Бывало, раздвинется запад
В маневрах ненастий и шпал
И примется хлопьями цапать,
Чтоб под буфера не попал.
И глохнет свисток повторенный,
А издали вторит другой,
И поезд метет по перронам
Глухой многогорбой пургой.
И вот уже сумеркам невтерпь,
И вот уж, за дымом вослед,
Срываются поле и ветер, —
О, быть бы и мне в их числе!
1913, 1928
Венеция
Я был разбужен спозаранку
Щелчком оконного стекла.
Размокшей каменной баранкой
В воде Венеция плыла.
Все было тихо, и, однако,
Во сне я слышал крик, и он
Подобьем смолкнувшего знака
Еще тревожил небосклон.
Он вис трезубцем Скорпиона
Над гладью стихших мандолин
И женщиною оскорбленной,
Быть может, издан был вдали.
Теперь он стих и черной вилкой
Торчал по черенок во мгле.
Большой канал с косой ухмылкой
Оглядывался, как беглец.
Туда, голодные, противясь,
Шли волны, шлендая с тоски,
И го́ндолы[1] рубили привязь,
Точа о пристань тесаки.
Вдали за лодочной стоянкой
В остатках сна рождалась явь.
Венеция венецианкой
Бросалась с набережных вплавь.
1913, 1928
Зима
Прижимаюсь щекою к воронке
Завитой, как улитка, зимы.
«По местам, кто не хочет – к сторонке!»
Шумы-шорохи, гром кутерьмы.
«Значит – в «море волнуется»? В повесть,
Завивающуюся жгутом,
Где вступают в черед, не готовясь?
Значит – в жизнь?
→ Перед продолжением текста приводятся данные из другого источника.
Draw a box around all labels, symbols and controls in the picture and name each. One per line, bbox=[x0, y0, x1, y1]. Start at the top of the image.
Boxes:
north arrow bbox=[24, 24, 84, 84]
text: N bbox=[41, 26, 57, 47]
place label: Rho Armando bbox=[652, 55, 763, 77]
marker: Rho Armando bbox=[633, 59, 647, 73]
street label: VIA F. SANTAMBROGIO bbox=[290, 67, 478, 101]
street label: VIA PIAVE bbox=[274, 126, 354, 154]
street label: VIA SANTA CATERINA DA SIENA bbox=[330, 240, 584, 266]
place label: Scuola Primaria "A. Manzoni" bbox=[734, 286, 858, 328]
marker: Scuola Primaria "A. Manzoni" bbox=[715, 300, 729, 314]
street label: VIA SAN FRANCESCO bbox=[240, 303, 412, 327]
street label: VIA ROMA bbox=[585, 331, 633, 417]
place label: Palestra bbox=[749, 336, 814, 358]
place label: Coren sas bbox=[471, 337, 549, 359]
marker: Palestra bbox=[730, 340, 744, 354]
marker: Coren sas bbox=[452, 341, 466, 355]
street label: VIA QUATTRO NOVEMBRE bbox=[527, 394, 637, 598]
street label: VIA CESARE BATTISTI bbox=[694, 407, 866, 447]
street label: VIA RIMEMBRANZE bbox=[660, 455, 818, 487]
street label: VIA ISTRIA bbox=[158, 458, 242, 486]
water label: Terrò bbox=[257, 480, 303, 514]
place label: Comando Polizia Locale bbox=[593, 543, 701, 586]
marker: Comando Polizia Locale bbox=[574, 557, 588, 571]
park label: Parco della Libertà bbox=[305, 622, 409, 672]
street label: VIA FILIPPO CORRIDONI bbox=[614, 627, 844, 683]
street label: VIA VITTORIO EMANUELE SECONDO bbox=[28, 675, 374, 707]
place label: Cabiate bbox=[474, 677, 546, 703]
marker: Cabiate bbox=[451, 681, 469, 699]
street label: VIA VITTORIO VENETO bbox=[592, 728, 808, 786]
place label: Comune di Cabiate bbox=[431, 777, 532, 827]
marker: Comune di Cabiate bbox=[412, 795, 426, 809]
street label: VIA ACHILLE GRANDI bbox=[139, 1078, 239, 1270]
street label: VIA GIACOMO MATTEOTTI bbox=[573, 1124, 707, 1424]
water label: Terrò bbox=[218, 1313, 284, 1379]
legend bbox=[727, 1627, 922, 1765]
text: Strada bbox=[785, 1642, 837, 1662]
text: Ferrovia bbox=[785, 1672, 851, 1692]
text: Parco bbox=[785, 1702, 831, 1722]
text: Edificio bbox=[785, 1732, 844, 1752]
Значит – в повесть о том,
Как нечаян конец? Об уморе,
Смехе, сутолоке, беготне?
Значит – вправду волнуется море
И стихает, не справясь о дне?»
Это раковины ли гуденье?
Пересуды ли комнат-тихонь?
Со своей ли поссорившись тенью,
Громыхает заслонкой огонь?
Поднимаются вздохи отдушин
И осматриваются – и в плач.
Черным храпом карет перекушен,
В белом облаке скачет лихач.
И невыполотые заносы
На оконный ползут парапет.
За стаканчиками купороса
Ничего не бывало и нет.
1913, 1928
Пиры
Пью горечь тубероз, небес осенних горечь
И в них твоих измен горящую струю.
Пью горечь вечеров, ночей и людных сборищ,
Рыдающей строфы сырую горечь пью.
Исчадья мастерских, мы трезвости не терпим.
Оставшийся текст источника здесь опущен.